Well finally, these questions have been given a comprehensive set of answers. As demanded by the size of the group, the paper includes the largest near-species-level phylogeny ever constructed. What does this mean?  The authors constructed a tree of life for the Emberizoidea with detail down to >95% of its ~832 species. This allows us to trace the evolutionary history of almost every one of those species back to the common ancestor of the entire group.

One of the SIX similarly-sized
pieces of Figure 1, which is
the full Emberizoid tree.
See third citation.
Like with the flock of genomes, this phylogeny answers more questions than just when and where species diverge. It also tells us that the ancestor(s) of the group crossed Beringia (an area now occupied by the Bering Sea where North America and Asia were once connected) into North America around 20 million years ago. This means the whole group originated in North America and then expanded southward, diversifying along the way. What governed much of this southward movement? Little more than the Isthmus of Panama. This Isthmus has a huge effect on New World biodiversity; varying sea levels through time determine whether or not it's above sea level. When it's above, North American flora and fauna can pass southward; when it's not, North and South America are isolated.

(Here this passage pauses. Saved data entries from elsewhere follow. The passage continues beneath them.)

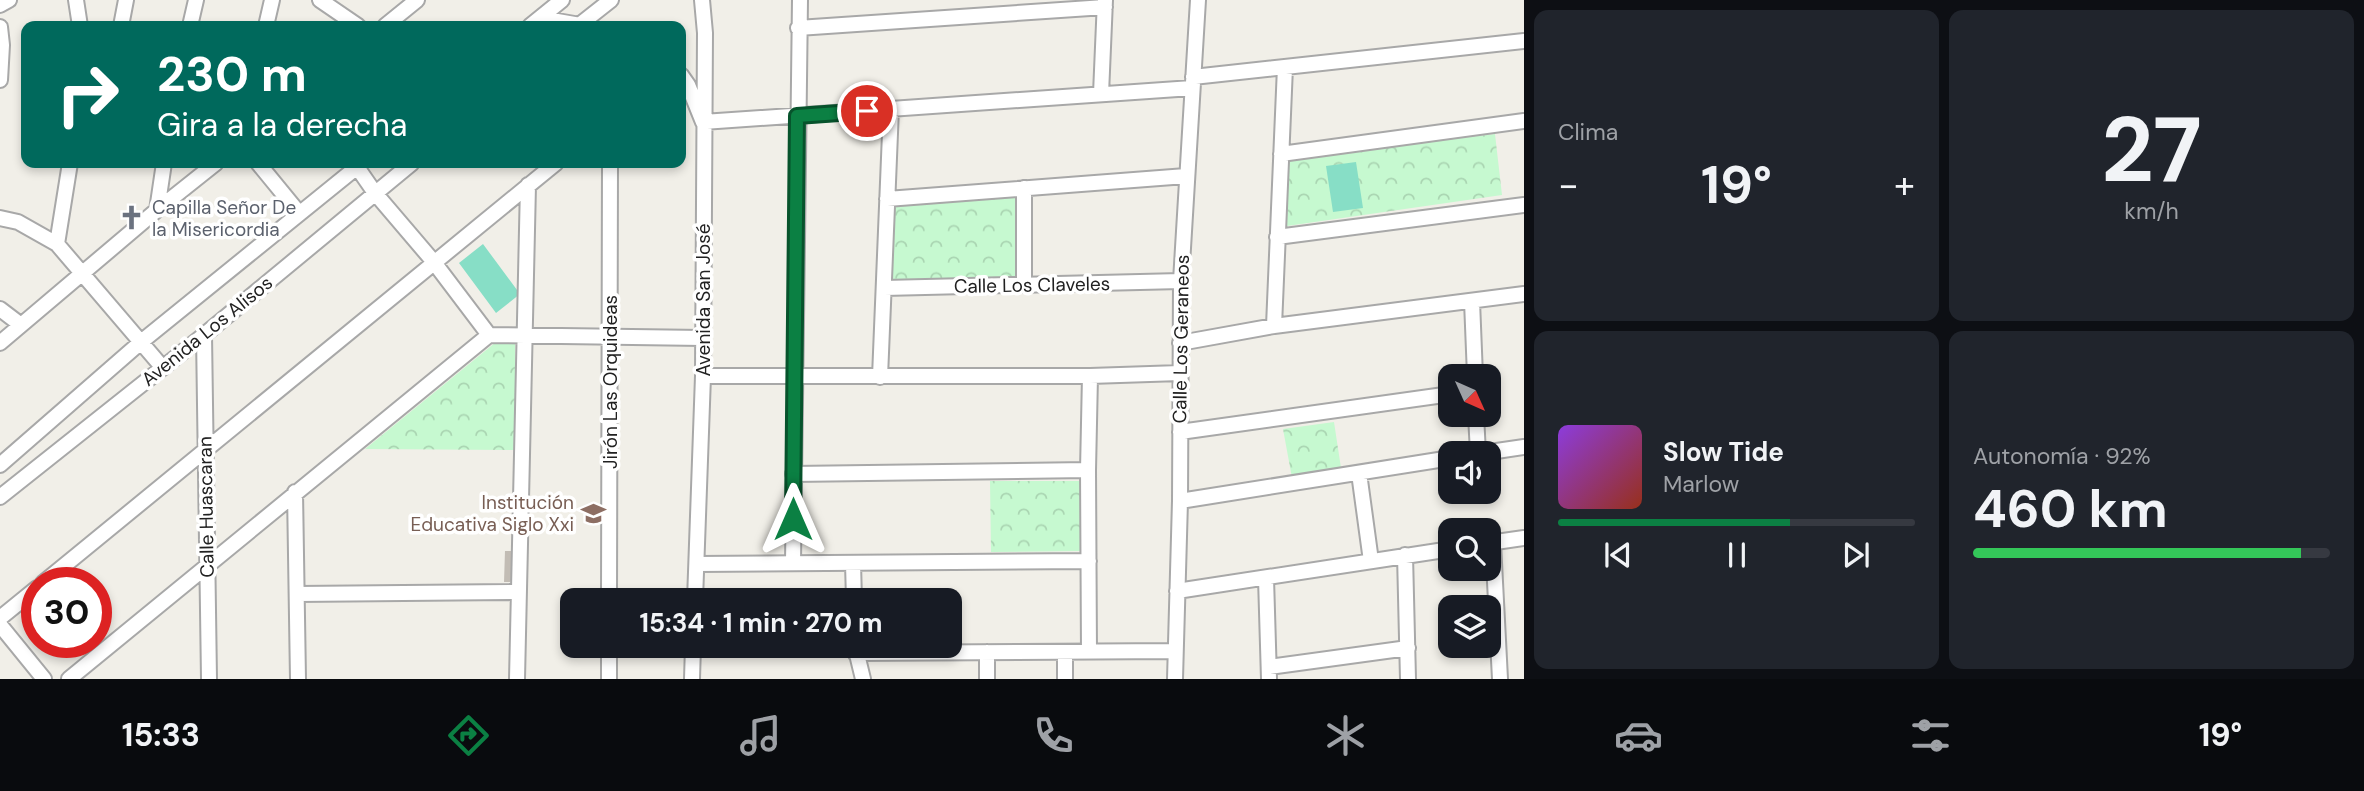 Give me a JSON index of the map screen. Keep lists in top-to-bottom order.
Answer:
{
  "streets": {
    "street": [
      "Calle Los Claveles",
      "Avenida San José",
      "Avenida Los Alisos",
      "Calle Los Geraneos",
      "Jirón Las Orquideas",
      "Calle Huascaran"
    ]
  },
  "crossings": [
    ["Calle Los Claveles", "Calle Los Geraneos"],
    ["Avenida Los Alisos", "Calle Huascaran"]
  ],
  "places": {
    "church": ["Capilla Señor De la Misericordia"],
    "school or university": ["Institución Educativa Siglo Xxi"]
  },
  "north": "bottom right",
  "page": {
    "tile": [
      "Clima",
      ["27", "km/h"],
      ["Autonomía · 92%", "460 km"]
    ],
    "turn": ["230 m", "Gira a la derecha"],
    "heat": ["−", "19°", "+"],
    "song": ["Slow Tide", "Marlow"],
    "limit": "30",
    "trip": "15:34 · 1 min · 270 m",
    "tabs": ["15:33", "19°"]
  }
}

The on and off connection of North and South America is a biological recipe for diversity, and the 832 species of the Emberizoidea today is evidence of this. But there's a lot more to it....in order to understand it, I encourage you to read the paper yourself.

When you do, remember the significance of what you're reading. Information like that in this paper has never existed before, and it will likely set the trend for how we understand the tree of life in the coming century.

The results of both of these papers have me in awe. Never before have we been able to understand the origin of species like we can today. I feel incredibly lucky to be alive when I am, to be a fly on the wall for research as grand and as discerning as this.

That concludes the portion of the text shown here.